Mutlu kadın mutlu anne nasıl olunur?

 Sana, kendini çirkin ördek yavrusu gibi hisseden bir çocuk olarak sesleniyorum. Sana, zor bir ergenlik dönemi geçirmiş bir genç kız olarak sesleniyorum. Sana, insanlar beni sevsin diye bol fedakarlık yapmış bir yetişkin olarak sesleniyorum. Ve şimdi de sana, kendini özgürleştirmiş bir kadın olarak sesleniyorum; Mutluluk sandığın gibi uzak değil, hayat tahmin ettiğin gibi zor değil, yaşam bol entrikaların döndüğü bir alan değil. Hayat seninle başlar ve ancak kendini sevmeyi öğrendiğinde huzurlaşırsın… 
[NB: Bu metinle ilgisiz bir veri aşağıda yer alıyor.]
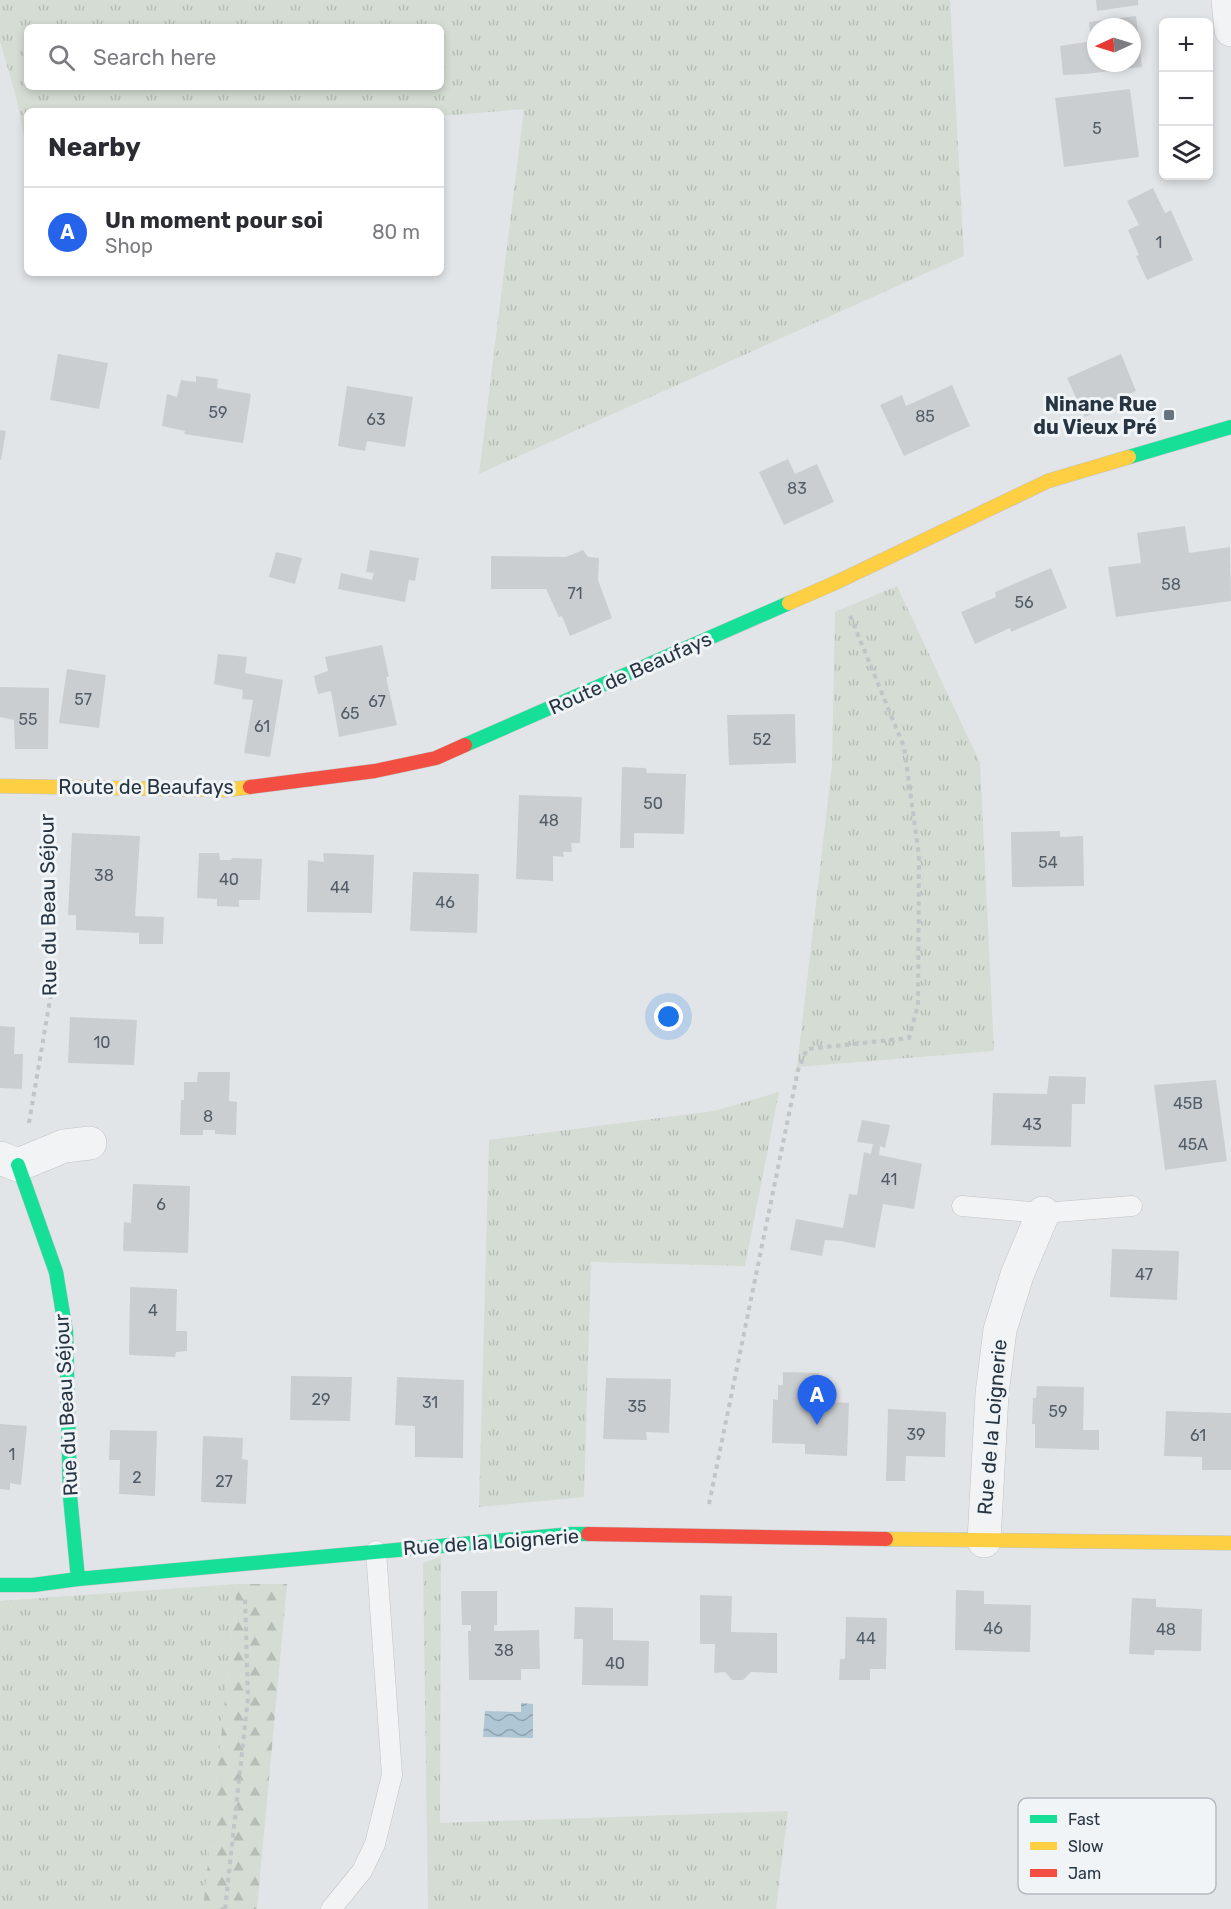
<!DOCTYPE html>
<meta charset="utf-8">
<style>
body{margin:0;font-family:Rubik,sans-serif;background:#f7f7f7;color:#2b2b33}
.controls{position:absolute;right:18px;top:18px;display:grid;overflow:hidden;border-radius:9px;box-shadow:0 3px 9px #0003}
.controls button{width:54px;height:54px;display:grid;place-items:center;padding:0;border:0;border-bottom:2px solid #e1e1e2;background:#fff;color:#2b2b33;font:30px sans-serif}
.compass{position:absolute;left:1087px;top:18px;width:54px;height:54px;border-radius:50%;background:#fff;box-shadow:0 3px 9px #0003;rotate:266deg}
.you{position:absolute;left:669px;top:1017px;width:21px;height:21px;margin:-15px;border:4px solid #fff;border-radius:50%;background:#1a73e8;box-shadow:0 0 0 9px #1a73e833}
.badge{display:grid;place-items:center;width:39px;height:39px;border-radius:50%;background:#2563eb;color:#fff;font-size:20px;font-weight:700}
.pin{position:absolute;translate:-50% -50px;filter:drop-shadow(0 2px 3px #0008)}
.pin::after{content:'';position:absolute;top:32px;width:21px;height:18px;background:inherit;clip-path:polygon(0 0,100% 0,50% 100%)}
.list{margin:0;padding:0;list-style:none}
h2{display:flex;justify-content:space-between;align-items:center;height:78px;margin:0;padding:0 24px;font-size:26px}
h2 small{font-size:20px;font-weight:400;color:#7c7c81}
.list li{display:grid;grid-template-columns:39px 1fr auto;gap:18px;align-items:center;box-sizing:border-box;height:90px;padding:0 24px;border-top:2px solid #e1e1e2}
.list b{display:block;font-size:22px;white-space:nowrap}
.list p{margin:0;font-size:20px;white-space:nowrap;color:#7c7c81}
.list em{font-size:20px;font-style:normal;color:#7c7c81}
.icon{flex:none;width:33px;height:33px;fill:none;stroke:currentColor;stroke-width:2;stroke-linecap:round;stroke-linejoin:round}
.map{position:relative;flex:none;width:1231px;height:1909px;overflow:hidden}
.search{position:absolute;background:#fff;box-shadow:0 3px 9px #0003;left:24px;top:24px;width:420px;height:66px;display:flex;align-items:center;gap:15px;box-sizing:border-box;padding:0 21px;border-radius:9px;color:#7c7c81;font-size:22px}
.panel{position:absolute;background:#fff;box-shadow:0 3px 9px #0003;left:24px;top:108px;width:420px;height:168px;border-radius:9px}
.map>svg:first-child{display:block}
.grass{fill:url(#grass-tufts);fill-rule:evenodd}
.forest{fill:url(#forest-firs)}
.water{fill:url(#water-waves)}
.building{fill:#cbced0;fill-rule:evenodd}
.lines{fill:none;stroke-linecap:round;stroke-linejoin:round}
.lane-casing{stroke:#c0c3c6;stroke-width:21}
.street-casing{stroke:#c0c3c6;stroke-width:34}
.fast-casing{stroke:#c0c3c6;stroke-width:15}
.slow-casing{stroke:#c0c3c6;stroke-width:15}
.jam-casing{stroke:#c0c3c6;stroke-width:15}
.path{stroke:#c1c5c8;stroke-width:4;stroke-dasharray:4.5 4.5;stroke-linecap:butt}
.lane{stroke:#f2f3f4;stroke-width:20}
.street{stroke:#f2f3f4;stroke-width:33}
.fast{stroke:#16e098;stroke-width:14}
.slow{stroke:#ffcf43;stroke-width:14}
.jam{stroke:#f24e42;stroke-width:14}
.poi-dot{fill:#68737d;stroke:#f0f4f7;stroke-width:2}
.labels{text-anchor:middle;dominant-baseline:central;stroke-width:6;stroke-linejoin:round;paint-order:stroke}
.number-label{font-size:16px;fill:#515c67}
.poi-label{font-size:20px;font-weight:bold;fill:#273543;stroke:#f0f4f7;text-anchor:end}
.street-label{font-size:20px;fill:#273543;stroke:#f0f4f7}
.key{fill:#f0f4f7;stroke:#b4bbc1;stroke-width:1.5}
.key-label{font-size:16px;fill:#273543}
</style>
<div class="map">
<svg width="1231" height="1909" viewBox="0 0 1231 1909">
<defs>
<pattern id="grass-tufts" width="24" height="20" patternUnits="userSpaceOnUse" patternTransform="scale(1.5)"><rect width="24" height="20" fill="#d4dcd3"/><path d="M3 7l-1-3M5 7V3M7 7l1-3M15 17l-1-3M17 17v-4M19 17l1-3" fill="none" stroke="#b6bdb6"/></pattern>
<pattern id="forest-firs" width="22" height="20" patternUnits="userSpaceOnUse" patternTransform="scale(1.5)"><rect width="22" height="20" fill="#d4dcd3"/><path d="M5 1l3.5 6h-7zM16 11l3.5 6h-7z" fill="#b6bdb6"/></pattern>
<pattern id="water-waves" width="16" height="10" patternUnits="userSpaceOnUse" patternTransform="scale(1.5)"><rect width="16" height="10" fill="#afc6d5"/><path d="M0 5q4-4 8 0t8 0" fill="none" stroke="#8ea2ae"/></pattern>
</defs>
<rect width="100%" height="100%" fill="#e2e5e8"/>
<!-- grass -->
<path class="grass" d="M0,0H950L964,256L479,474L524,109L441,116V111H27V141H25L16,97L0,41ZM27,27H441V87H27Z
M897,586L980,763L994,1051L797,1067L832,765L835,612Z
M779,1092L745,1266L591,1262L584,1497L479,1507L489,1140L714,1111Z
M441,1557L440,1823L788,1811L776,1909H428L423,1563Z
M237,1584L203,1909H0V1601Z"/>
<!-- forest -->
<path class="forest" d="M237,1584H287L257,1909H203Z"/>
<!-- water -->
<path class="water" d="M521,1703L533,1704V1738L483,1737L485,1711L521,1712Z"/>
<!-- building -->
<path class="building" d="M1096,0H1138V5L1097,11Z
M1136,16L1142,67L1086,74L1063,75L1060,46L1091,41L1089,22ZM1096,27H1132V63H1096Z
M1130,89L1139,157L1064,167L1055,98Z
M1153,188L1165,213L1171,210L1193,260L1147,280L1136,256L1139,255L1128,230L1139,225L1127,201Z
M58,354L108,363L99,409L50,400Z
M1121,354L1136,391L1101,406L1102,409L1085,417L1067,378Z
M196,376L218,379L217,388L251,394L243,443L184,434L185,431L162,426L167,394L177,397L181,380L196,382Z
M952,385L970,426L904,456L880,405L902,395L906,406Z
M347,386L413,397L405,447L367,441L365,451L338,446Z
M0,430L6,431L1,460H0Z
M788,459L795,474L817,464L834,502L784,525L759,472Z
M1185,526L1189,553L1230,547L1231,601L1116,617L1108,567L1141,563L1137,533Z
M370,550L419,558L415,581L409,580L405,602L338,589L341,573L372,580L374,573L366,572Z
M583,550L588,557L599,558L598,580L612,618L570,636L562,616L559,617L546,589H491V556L566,557Z
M276,552L302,558L295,584L269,577Z
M1051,568L1067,608L1011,632L1010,628L975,644L961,612L996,597L995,592Z
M382,645L389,677H386L397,725L339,737L331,691L318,694L314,676L328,671L325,657Z
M218,654L247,657L245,673L283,680L270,757L244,753L253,700L242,699L243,690L214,684Z
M67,669L106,675L99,728L59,723Z
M0,687L49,688L48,749H15L14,720L0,717Z
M795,714L796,763L729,765L727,715Z
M622,767L646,768L647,773L686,774L684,834L634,833V848H620Z
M519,795L582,797L580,843H571L572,852H563L564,857L553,856V881L516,879Z
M1060,831V837L1083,836L1084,886L1012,887L1011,832Z
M72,833L140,836L135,916L164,917L163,944H139V933L76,930V915H68Z
M199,853H219L220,860H231L232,858L262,859L260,900H239V907L217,906V899L197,898Z
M323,853L374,855L372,913L307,912L308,860L324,862Z
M413,872L479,874L477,933L410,931Z
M70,1017L137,1020L134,1065L68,1063Z
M0,1026L15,1027L14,1054H23L22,1089L0,1088Z
M198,1072H230L229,1101L237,1102L236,1135L215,1134V1130H203V1135H180L181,1100H184V1082H197Z
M1049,1076L1086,1077L1085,1104H1072L1071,1147L991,1145L993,1093L1047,1094Z
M1216,1080L1227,1161L1165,1170L1154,1085Z
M862,1120L890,1125L885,1148L880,1146L879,1155L922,1164L914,1209L883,1204L875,1248L841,1241L825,1240L822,1256L790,1250L796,1219L843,1228L849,1194L857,1195L864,1152L871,1154L873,1144L857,1142Z
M133,1184L190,1186L188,1253L123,1251L124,1222L131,1223Z
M1112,1249L1179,1251L1177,1300L1110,1297Z
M130,1287L177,1289L176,1331H187V1351L176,1352L175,1357L129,1355Z
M783,1372L819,1373L818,1401L849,1403L847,1456L805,1454V1444L772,1443L773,1399L778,1400V1385H783Z
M291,1376L352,1377L350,1421L290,1420Z
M397,1377L464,1380L463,1458L415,1457V1426L395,1425Z
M606,1378L671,1379L669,1433L646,1432L647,1440L603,1439Z
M1037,1386L1084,1387L1083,1430H1099V1450L1035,1448V1424H1032L1033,1398H1036Z
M888,1409L946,1412L945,1457L906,1456L905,1481H886Z
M1166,1411L1231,1413V1470H1202V1457L1164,1456Z
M0,1424L27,1426L21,1485L10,1483V1490L0,1489Z
M110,1430L157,1431L155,1496L119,1494L120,1460H109Z
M203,1436L243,1438L242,1459L248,1460L246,1504L201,1502Z
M956,1590L984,1591V1604L1031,1605L1030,1652L955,1650Z
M461,1591H497V1625H494V1631L539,1630L540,1669H521V1680H469L468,1631H471V1625H462Z
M700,1595L732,1596L731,1632L777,1633V1673L751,1672L743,1680H732L725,1672L714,1673L715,1644H700Z
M1132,1598L1156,1599V1607L1202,1609L1201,1651L1155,1650L1154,1655L1129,1654Z
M575,1607L613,1608V1640L649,1641L648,1686L582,1685L583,1639H574Z
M846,1617L887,1618L886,1669H870V1680H839L840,1659H845Z"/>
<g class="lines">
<!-- lane casing -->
<g class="lane-casing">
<path id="lane" d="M962,1206L1043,1213L1132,1206
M331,1909L362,1871L375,1844L392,1775L376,1551"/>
</g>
<!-- street casing -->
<g class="street-casing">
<path id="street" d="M1228,0L1231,30
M0,1158L18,1165L64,1146L90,1143
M984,1541L992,1394L1000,1330L1017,1275L1043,1213"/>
</g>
<!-- fast casing -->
<g class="fast-casing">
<path id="fast" d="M1129,457L1231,427
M465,745L789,603
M18,1165L56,1272L66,1332L70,1496L78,1579
M0,1585H33L78,1579L572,1534H588"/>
</g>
<!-- slow casing -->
<g class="slow-casing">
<path id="slow" d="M789,603L837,582L1048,481L1129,457
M0,786L226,790L250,787
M886,1539L1231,1543"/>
</g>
<!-- jam casing -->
<g class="jam-casing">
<path id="jam" d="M250,787L375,771L436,758L465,745
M588,1534L886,1539"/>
</g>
<!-- path -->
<path class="path" d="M29,1123L53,982L47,906V820
M709,1504L798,1070L807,1049L909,1038L918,1005L919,856L904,747L849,613
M225,1909L248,1698L245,1597"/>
<!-- lane -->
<use href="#lane" class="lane"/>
<!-- street -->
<use href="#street" class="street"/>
<!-- fast -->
<use href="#fast" class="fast"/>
<!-- slow -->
<use href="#slow" class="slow"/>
<!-- jam -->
<use href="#jam" class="jam"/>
</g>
<!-- markers -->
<rect class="poi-dot" x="1163" y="409" width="12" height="12" rx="3"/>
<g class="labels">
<!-- number labels -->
<g class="number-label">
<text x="1097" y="128">5</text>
<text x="1159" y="242">1</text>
<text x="218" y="412">59</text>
<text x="925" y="416">85</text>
<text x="376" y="419">63</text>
<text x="797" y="488">83</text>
<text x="1171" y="584">58</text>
<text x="575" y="593">71</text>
<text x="1024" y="602">56</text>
<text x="83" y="699">57</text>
<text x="377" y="701">67</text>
<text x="350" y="713">65</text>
<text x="28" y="719">55</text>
<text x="262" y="726">61</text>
<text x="762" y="739">52</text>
<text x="653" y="803">50</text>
<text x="549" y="820">48</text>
<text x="1048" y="862">54</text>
<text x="104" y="875">38</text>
<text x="229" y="879">40</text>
<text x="340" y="887">44</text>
<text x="445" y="902">46</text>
<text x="102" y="1042">10</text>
<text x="1188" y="1103">45B</text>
<text x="208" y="1116">8</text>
<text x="1032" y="1124">43</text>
<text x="1193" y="1144">45A</text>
<text x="889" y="1179">41</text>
<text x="161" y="1204">6</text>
<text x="1144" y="1274">47</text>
<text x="153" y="1310">4</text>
<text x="321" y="1399">29</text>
<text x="430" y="1402">31</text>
<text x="637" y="1406">35</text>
<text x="1058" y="1411">59</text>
<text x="916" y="1434">39</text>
<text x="1198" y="1435">61</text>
<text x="12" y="1454">1</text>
<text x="137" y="1477">2</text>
<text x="224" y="1481">27</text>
<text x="993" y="1628">46</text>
<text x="1166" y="1629">48</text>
<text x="866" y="1638">44</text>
<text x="504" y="1650">38</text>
<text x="615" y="1663">40</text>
</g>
<!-- poi labels -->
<g class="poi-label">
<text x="1157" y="404">Ninane Rue<tspan x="1157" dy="23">du Vieux Pré</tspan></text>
</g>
<!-- street labels -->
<g class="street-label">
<text transform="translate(630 673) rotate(-24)">Route de Beaufays</text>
<text x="146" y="787">Route de Beaufays</text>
<text transform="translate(48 905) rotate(-91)">Rue du Beau Séjour</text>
<text transform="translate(66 1405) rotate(-93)">Rue du Beau Séjour</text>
<text transform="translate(992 1427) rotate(-85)">Rue de la Loignerie</text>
<text transform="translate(491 1542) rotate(-4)">Rue de la Loignerie</text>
</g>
</g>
<!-- legend -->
<rect x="1018" y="1798" width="198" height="96" rx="9" class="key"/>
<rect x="1030" y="1815" width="27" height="8" fill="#16e098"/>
<rect x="1030" y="1842" width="27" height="8" fill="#ffcf43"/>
<rect x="1030" y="1869" width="27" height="8" fill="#f24e42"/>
<g class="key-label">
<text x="1068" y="1825">Fast</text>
<text x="1068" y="1852">Slow</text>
<text x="1068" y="1879">Jam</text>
</g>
</svg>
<div class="controls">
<button>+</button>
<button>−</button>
<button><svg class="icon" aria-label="layers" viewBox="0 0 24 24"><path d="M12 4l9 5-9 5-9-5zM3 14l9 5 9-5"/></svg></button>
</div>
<svg class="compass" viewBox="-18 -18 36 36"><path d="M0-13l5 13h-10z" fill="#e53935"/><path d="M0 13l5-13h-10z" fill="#7c7c81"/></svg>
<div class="you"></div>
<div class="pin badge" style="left:817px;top:1425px">A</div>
<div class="search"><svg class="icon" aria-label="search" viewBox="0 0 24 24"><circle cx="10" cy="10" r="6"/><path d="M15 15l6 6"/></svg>Search here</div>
<section class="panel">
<h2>Nearby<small></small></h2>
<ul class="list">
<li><span class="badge">A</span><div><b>Un moment pour soi</b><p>Shop</p></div><em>80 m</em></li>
</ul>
</section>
</div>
Ne çok yüküm varmış aslında benim: Kabul görme, sevilme, kendini ifade edememe, yanlış da yapsalar insanları kıramama, kişisel alanıma müdahale ettirme, fazlasıyla fedakar olma. Daha nicelerini sayabilirim beni her yanımdan çekiştiren bu duygu kirliliklerinden. Sürekli bir stres biriktirmiş bu izler bedenimde. Bazen ağlayarak atmaya çalışmışım, bazen ölümü düşleyecek kadar ileri gitmişim. İman gücüne inanmasam, belki de bugün burada bile olmayacak kadar da ciddi yaşamışım bu duyguları. Kurtulamamışım bir türlü hayatın kederinden… Bol gülümsemelerle de gizlemeye çalışmışım bir yandan hüzünlerimi.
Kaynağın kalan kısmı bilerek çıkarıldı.